I had a diff gernade in a similar way, I jumped my machine then let off the throttle in the air , I'm pretty sure the engine brake kicked in stopping my wheels then when I hit ground the diff looked like yours haha


----------



## chopermech (Dec 3, 2012)

I dont think these atvs are meant to be ridden hard like that in 4wd, the front gearboxes just cant take it.


----------



## DaveMK1 (Nov 8, 2009)

Man I hate to hear that wadda. Makes my issues look minuscule. Glad your alright tho and the bike didn't sling you off causing more damage than what you can fix with hand tools and a kawie manual


Sent from my iPhone using Tapatalk when I should be doing something more productive.


----------



## Waddaman (Oct 3, 2010)

I was putting a diff back togeather from the parts.. all was going well and time to swap bearings in pinion. take it out look closer one tooth is all cracked  im better off just getting another diff i think..


----------



## Waddaman (Oct 3, 2010)

Alright out for the first time since all this happened today in 2wd no front diff and not even an hour in my rear knuckle breaks...just love my life....


----------



## Sallzy (Nov 25, 2012)

Your cursed. You may need to sacrifice a goat or chicken to the wheeler gods. Your making me regret building an 840cc with all the crap your breaking.
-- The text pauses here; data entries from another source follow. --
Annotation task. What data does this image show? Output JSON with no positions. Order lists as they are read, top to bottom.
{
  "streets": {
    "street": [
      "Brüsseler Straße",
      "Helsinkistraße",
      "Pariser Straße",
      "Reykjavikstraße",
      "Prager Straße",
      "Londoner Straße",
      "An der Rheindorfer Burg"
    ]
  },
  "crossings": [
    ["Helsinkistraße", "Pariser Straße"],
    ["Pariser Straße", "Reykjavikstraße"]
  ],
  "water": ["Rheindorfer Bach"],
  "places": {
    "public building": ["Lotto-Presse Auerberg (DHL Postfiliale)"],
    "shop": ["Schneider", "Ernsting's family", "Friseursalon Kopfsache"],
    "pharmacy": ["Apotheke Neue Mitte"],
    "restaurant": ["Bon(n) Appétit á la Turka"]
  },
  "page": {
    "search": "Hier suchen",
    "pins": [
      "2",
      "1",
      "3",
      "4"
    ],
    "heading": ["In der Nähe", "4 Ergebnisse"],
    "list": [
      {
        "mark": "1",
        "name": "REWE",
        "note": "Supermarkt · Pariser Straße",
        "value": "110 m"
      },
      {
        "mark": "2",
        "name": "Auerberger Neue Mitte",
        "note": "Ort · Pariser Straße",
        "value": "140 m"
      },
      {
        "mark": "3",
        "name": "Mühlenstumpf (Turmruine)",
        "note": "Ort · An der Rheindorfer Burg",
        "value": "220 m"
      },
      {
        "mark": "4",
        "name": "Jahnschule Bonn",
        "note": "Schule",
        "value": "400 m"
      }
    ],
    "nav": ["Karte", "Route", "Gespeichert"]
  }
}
I feel bad for you young man.


----------



## DaveMK1 (Nov 8, 2009)

dam brother


----------



## gtsum2 (Aug 29, 2012)

sounds like you are on a run of ****** luck...it will get better...it always does..hang in there


----------



## Waddaman (Oct 3, 2010)

This crap has been going on for more like a couple of years.. lol


----------



## Sallzy (Nov 25, 2012)

What's your plan Waddaman? Throw a used knuckle in it and pound on it? Your life's sucking right now but you gotta admit, when the Brute's running good it's gotta be a blast to ride. I've seen some of your vids and that thing rips. ( when it ain't broke )


----------



## Waddaman (Oct 3, 2010)

I pretty much need every single wear suspension and steering wear component a front diff a 4wd actuator and a rear knucke.. and im broke. I really just wanna part it out but.. I can't sell the engine online or the frame and would need to sell them local.. selling this engine here and getting decent money would be a challenge...


----------



## 8earhunter (Jul 6, 2013)

You will never sell that motor for $3500


----------



## Sallzy (Nov 25, 2012)

It'll be cheaper to fix this one than to buy a new one. The up side is you know this rig inside and out. wheelers are a known money pit. save some coin, get the parts and fix this one. Even though your probably thinking you'd like to pour gas on it and burn it to the ground right about now, just look at all the repair and modding experience this ole girl has given you. your a smart kid. you'll figure it out. besides, if you don't fix it, how am i supposed to check out the new vids you'll make after it's fixed.


----------



## Waddaman (Oct 3, 2010)

its gonna cost $1500+ to get done properly.. and im broke with no job. Also get this idiot stalker 8earhunter out of here again.. hes already been banned once. $3500 im expecting 3k CAD for it.. just had a complete rebuild and about $2000 in aftermarket parts.


----------



## Sanative (May 4, 2011)

Dang man you and me both have bad luck. keep at it man it's a nasty bike


----------



## dodge2500 (Jan 3, 2013)

*dam Waddaman now u getting me thinken about tradeing my brute off for something else with u having all these problems with urs*


----------



## Polaris425 (Dec 16, 2004)

dodge2500 said:


> *dam Waddaman now u getting me thinken about tradeing my brute off for something else with u having all these problems with urs*


Nah don't do that...


----------



## whoolieshop (Mar 22, 2011)

Heh you're not alone man.. Over on the Arctic Cat forum I've got pages of crap that broke for no reason at all. To date I've never broken an axle on my 650 however; I've had a slew of things fail that had little or no reason to! It does annoy me but all in all I've had an absolute blast on the thing and learned a whole lot from it.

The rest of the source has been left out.